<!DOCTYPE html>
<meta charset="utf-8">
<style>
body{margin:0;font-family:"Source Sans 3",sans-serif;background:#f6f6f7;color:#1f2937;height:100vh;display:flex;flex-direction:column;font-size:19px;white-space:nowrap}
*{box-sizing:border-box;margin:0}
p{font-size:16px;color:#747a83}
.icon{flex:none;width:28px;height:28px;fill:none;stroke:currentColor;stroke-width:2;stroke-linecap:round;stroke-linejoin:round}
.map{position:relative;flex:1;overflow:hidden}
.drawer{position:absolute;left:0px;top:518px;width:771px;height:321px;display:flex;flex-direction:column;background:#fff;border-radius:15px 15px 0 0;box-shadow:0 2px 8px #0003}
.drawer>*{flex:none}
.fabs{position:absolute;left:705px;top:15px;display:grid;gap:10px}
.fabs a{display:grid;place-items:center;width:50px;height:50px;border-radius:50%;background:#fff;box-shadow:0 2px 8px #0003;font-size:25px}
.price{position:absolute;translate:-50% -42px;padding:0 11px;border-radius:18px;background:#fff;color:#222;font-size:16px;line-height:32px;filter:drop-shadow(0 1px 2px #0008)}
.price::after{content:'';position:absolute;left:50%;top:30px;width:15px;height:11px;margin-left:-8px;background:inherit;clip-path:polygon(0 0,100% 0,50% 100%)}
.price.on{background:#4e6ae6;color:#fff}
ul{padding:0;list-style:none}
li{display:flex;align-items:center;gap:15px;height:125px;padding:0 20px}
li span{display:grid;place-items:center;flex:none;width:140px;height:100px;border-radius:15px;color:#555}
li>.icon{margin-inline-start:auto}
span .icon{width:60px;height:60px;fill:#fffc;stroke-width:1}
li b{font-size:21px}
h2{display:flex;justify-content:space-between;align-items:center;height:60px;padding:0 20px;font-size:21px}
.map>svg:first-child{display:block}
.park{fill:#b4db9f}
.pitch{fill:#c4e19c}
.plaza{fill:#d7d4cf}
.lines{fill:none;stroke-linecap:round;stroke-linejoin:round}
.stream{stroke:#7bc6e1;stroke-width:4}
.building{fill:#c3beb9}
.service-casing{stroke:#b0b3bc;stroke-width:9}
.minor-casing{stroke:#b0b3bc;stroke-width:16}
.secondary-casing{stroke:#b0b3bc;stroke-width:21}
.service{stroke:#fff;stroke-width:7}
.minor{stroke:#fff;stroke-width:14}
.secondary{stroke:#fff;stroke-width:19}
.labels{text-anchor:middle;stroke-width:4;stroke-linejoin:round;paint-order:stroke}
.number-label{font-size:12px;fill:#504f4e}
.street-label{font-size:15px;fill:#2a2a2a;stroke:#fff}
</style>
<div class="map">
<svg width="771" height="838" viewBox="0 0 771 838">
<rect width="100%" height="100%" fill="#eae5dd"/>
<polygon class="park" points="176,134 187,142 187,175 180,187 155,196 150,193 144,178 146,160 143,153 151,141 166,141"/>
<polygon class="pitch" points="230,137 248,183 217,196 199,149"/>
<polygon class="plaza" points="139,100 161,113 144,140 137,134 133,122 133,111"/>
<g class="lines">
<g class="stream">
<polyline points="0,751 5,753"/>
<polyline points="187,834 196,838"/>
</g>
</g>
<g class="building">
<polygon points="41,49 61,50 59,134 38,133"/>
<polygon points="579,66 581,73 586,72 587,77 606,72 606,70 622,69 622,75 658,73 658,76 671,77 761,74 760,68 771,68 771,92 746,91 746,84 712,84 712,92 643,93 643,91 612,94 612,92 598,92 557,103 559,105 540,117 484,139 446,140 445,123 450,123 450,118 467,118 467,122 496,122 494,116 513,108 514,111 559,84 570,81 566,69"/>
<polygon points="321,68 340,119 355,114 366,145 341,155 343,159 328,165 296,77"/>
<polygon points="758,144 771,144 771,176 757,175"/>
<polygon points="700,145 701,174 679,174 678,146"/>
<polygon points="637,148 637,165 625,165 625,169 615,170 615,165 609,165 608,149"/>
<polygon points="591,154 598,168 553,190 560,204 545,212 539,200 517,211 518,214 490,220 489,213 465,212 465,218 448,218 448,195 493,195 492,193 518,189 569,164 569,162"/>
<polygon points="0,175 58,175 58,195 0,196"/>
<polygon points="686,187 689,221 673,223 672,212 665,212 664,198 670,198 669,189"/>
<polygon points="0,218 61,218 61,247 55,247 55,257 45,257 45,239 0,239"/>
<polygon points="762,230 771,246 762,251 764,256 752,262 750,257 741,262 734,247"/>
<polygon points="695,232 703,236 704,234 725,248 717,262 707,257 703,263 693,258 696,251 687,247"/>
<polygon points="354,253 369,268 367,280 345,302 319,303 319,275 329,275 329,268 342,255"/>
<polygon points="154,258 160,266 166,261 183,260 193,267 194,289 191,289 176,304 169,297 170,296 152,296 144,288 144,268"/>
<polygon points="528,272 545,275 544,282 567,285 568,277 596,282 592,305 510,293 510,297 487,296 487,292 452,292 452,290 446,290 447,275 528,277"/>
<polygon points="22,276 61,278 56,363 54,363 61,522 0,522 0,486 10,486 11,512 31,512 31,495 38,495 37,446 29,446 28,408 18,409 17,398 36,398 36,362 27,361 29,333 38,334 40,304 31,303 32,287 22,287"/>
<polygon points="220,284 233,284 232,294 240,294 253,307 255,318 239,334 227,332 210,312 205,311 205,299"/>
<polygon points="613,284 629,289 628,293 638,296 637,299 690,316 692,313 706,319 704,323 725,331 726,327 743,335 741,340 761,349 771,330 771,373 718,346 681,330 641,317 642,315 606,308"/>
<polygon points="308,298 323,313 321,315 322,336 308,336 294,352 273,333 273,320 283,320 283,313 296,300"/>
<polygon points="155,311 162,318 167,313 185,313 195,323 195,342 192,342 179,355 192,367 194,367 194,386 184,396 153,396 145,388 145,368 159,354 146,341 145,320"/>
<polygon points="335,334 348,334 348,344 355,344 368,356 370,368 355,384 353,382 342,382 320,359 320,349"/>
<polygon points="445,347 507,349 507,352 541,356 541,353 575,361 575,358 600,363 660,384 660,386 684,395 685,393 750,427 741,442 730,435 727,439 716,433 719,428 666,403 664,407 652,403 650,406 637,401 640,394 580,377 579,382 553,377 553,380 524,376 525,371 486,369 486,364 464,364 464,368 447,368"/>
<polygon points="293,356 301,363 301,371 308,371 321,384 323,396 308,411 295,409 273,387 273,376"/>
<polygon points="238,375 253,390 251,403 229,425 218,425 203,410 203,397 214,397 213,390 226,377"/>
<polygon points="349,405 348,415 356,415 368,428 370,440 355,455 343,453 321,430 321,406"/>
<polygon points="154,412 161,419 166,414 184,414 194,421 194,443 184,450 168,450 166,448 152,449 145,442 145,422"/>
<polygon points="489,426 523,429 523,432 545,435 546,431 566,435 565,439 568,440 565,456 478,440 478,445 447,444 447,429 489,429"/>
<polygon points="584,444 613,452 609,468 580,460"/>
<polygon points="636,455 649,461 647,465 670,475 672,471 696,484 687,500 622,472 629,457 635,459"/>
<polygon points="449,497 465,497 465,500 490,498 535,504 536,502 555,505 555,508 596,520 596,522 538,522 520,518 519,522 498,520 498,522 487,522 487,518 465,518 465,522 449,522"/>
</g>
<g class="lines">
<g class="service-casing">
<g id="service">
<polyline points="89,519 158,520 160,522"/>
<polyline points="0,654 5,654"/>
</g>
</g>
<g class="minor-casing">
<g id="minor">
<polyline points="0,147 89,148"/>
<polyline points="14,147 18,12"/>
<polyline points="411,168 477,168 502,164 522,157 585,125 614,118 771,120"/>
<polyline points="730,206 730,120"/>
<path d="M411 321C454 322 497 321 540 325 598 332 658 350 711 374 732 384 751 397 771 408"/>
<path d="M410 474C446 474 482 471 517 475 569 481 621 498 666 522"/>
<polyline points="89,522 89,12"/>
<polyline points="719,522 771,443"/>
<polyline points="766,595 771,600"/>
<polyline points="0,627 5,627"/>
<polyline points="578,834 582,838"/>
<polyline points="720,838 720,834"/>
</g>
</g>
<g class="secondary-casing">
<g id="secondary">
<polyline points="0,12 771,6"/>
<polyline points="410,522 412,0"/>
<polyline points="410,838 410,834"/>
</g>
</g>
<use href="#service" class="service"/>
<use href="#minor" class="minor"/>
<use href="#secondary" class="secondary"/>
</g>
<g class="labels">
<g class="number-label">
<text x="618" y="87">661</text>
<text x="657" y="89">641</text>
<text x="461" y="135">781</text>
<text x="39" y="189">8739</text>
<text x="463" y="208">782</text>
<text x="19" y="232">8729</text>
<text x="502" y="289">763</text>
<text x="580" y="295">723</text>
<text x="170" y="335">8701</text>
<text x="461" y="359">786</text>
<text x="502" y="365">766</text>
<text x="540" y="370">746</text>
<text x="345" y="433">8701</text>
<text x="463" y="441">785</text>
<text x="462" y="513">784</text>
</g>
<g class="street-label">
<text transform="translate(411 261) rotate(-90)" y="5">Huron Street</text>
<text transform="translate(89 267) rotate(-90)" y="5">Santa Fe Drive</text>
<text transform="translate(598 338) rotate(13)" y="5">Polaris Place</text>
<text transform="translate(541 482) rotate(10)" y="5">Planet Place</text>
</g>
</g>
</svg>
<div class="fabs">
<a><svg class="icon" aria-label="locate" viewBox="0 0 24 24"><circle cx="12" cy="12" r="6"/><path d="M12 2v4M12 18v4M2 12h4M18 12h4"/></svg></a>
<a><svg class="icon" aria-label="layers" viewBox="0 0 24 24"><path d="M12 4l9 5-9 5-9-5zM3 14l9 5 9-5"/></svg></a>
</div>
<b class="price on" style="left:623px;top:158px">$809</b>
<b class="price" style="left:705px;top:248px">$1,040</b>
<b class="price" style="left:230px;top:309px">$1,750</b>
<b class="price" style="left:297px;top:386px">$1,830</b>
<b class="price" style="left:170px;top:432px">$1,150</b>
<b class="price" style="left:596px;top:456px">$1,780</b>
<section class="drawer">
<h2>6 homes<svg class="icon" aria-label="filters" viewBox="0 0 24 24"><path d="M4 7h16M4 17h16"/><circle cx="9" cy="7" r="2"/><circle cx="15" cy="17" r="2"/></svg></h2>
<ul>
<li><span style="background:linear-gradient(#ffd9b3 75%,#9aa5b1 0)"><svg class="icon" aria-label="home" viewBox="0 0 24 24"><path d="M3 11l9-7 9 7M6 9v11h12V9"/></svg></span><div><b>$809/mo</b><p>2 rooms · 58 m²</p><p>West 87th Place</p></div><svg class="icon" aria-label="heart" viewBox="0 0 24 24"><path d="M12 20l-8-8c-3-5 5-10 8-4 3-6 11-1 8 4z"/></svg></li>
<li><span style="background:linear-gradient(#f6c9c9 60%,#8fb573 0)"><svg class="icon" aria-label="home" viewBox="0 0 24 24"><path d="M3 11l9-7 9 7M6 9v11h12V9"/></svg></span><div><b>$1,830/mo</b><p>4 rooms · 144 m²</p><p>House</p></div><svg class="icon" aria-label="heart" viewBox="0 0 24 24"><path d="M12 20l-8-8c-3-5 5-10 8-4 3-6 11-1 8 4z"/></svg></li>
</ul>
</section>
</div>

════

Copy every line that includes the string "position" from the material above.

= Your response =
.map{position:relative;flex:1;overflow:hidden}
.drawer{position:absolute;left:0px;top:518px;width:771px;height:321px;display:flex;flex-direction:column;background:#fff;border-radius:15px 15px 0 0;box-shadow:0 2px 8px #0003}
.fabs{position:absolute;left:705px;top:15px;display:grid;gap:10px}
.price{position:absolute;translate:-50% -42px;padding:0 11px;border-radius:18px;background:#fff;color:#222;font-size:16px;line-height:32px;filter:drop-shadow(0 1px 2px #0008)}
.price::after{content:'';position:absolute;left:50%;top:30px;width:15px;height:11px;margin-left:-8px;background:inherit;clip-path:polygon(0 0,100% 0,50% 100%)}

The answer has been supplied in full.